Task details
Return the complete listing exactly as it reads, with each picture removed.

Record extracts
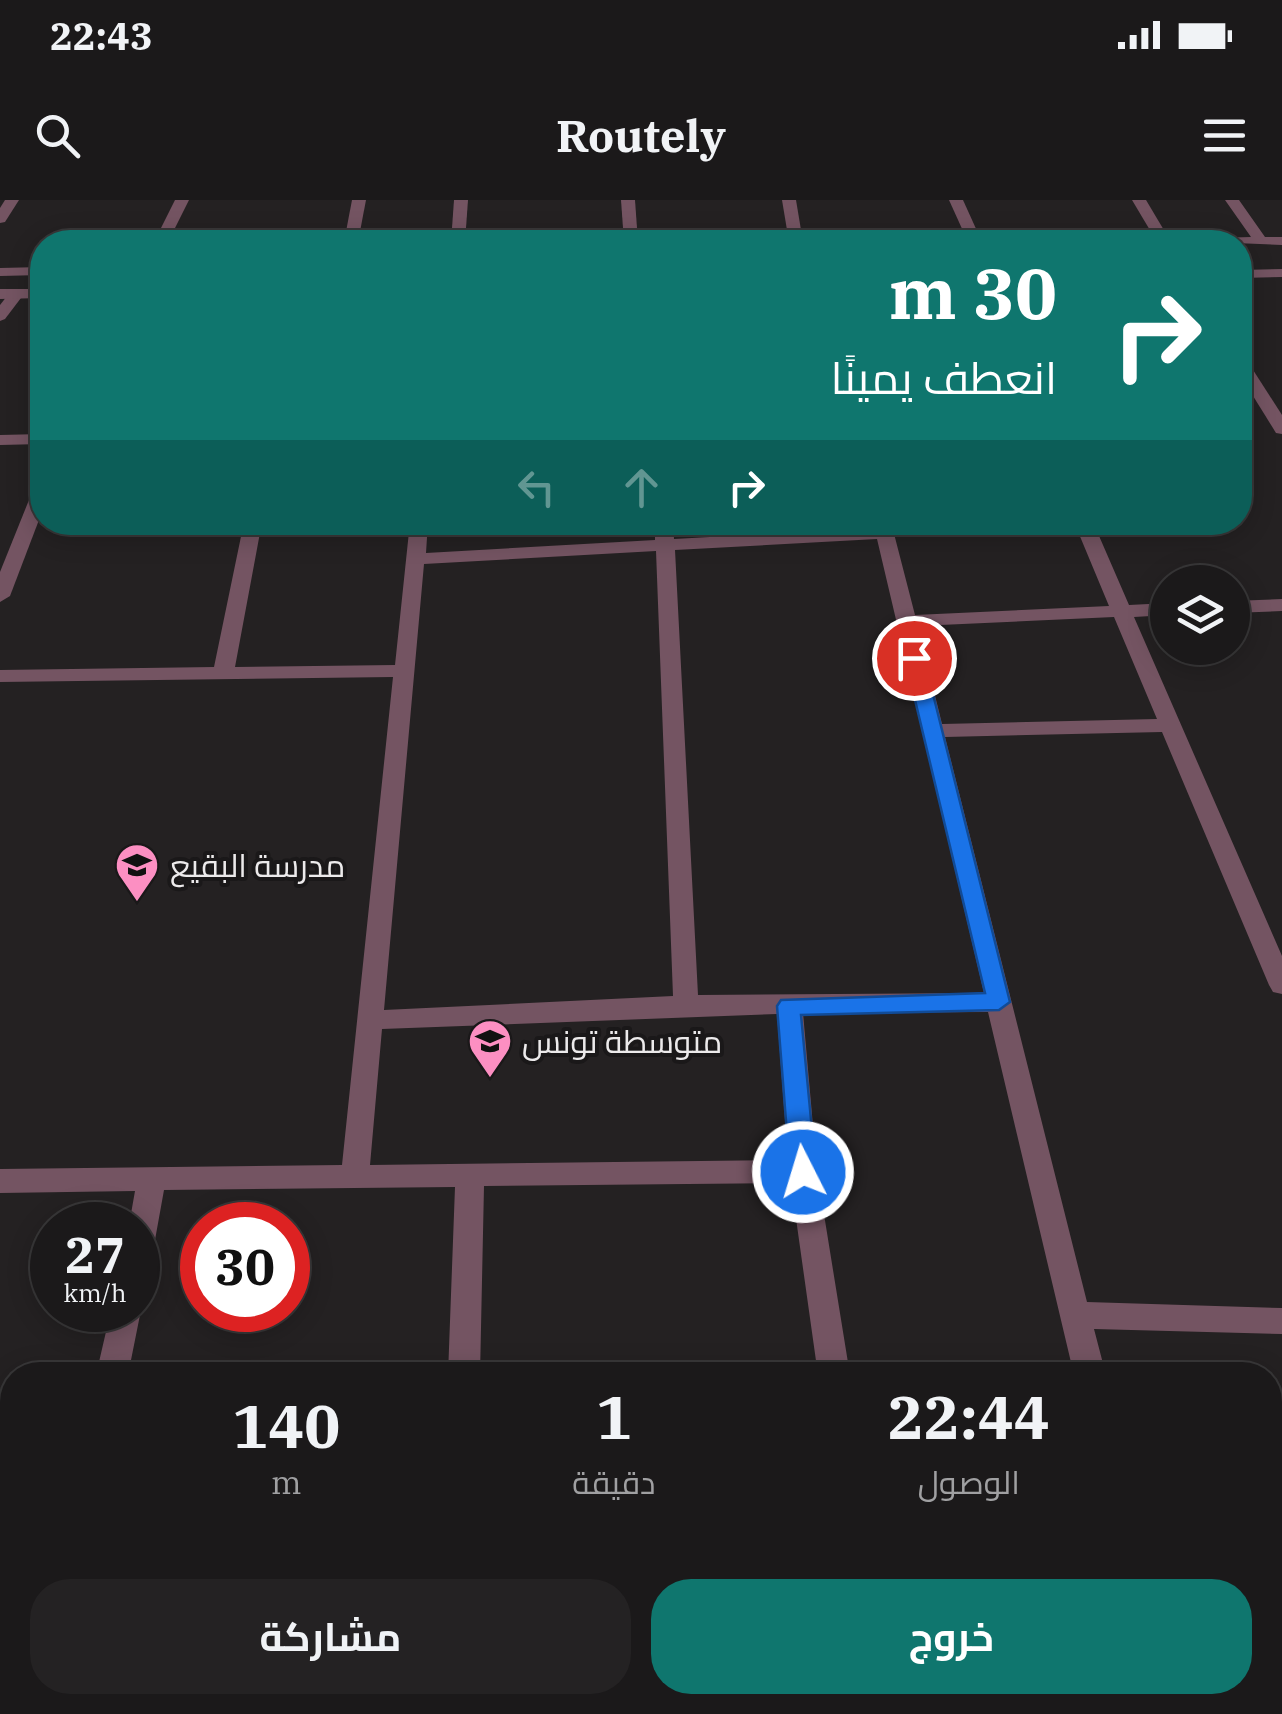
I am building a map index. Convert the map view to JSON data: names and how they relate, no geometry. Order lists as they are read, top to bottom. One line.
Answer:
{"places":{"school or university":["مدرسة البقيع","متوسطة تونس"]},"page":{"status":"22:43","header":"Routely","turn":["30 m","انعطف يمينًا"],"speed":"27 km/h","limit":"30","eta":["22:44","الوصول","1","دقيقة","140","m"],"buttons":["خروج","مشاركة"]}}
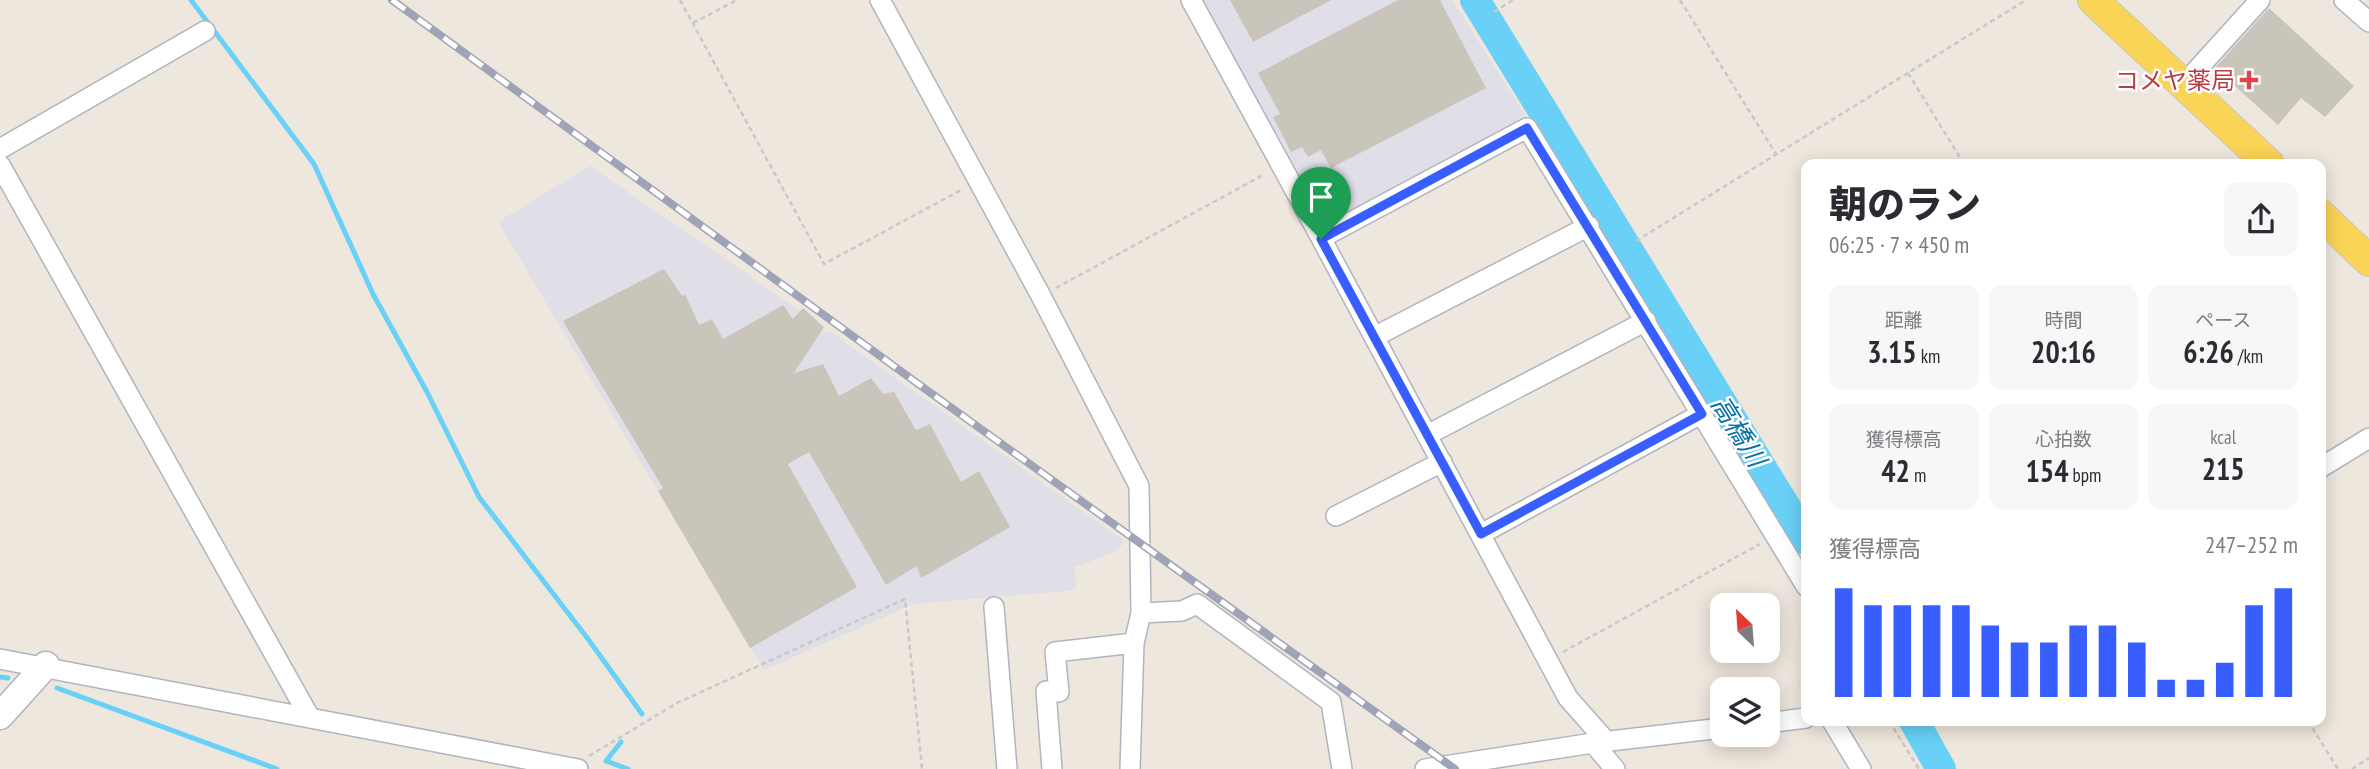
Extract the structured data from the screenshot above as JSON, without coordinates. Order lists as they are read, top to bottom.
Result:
{
  "water": ["高橋川"],
  "places": {
    "health": ["コメヤ薬局"]
  },
  "north": "top left",
  "page": {
    "heading": ["朝のラン", "06:25 · 7 × 450 m"],
    "stats": [
      ["距離", "3.15 km"],
      ["時間", "20:16"],
      ["ペース", "6:26 /km"],
      ["獲得標高", "42 m"],
      ["心拍数", "154 bpm"],
      ["kcal", "215"]
    ],
    "chart": ["獲得標高", "247–252 m"]
  }
}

Answer box
I am building a map index. Convert the map view to JSON data: names and how they relate, no geometry. Order lists as they are read, top to bottom. One line.
Answer:
{"places":{"school or university":["مدرسة البقيع","متوسطة تونس"]},"page":{"status":"22:43","header":"Routely","turn":["30 m","انعطف يمينًا"],"speed":"27 km/h","limit":"30","eta":["22:44","الوصول","1","دقيقة","140","m"],"buttons":["خروج","مشاركة"]}}
Extract the structured data from the screenshot above as JSON, without coordinates. Order lists as they are read, top to bottom.
Result:
{
  "water": ["高橋川"],
  "places": {
    "health": ["コメヤ薬局"]
  },
  "north": "top left",
  "page": {
    "heading": ["朝のラン", "06:25 · 7 × 450 m"],
    "stats": [
      ["距離", "3.15 km"],
      ["時間", "20:16"],
      ["ペース", "6:26 /km"],
      ["獲得標高", "42 m"],
      ["心拍数", "154 bpm"],
      ["kcal", "215"]
    ],
    "chart": ["獲得標高", "247–252 m"]
  }
}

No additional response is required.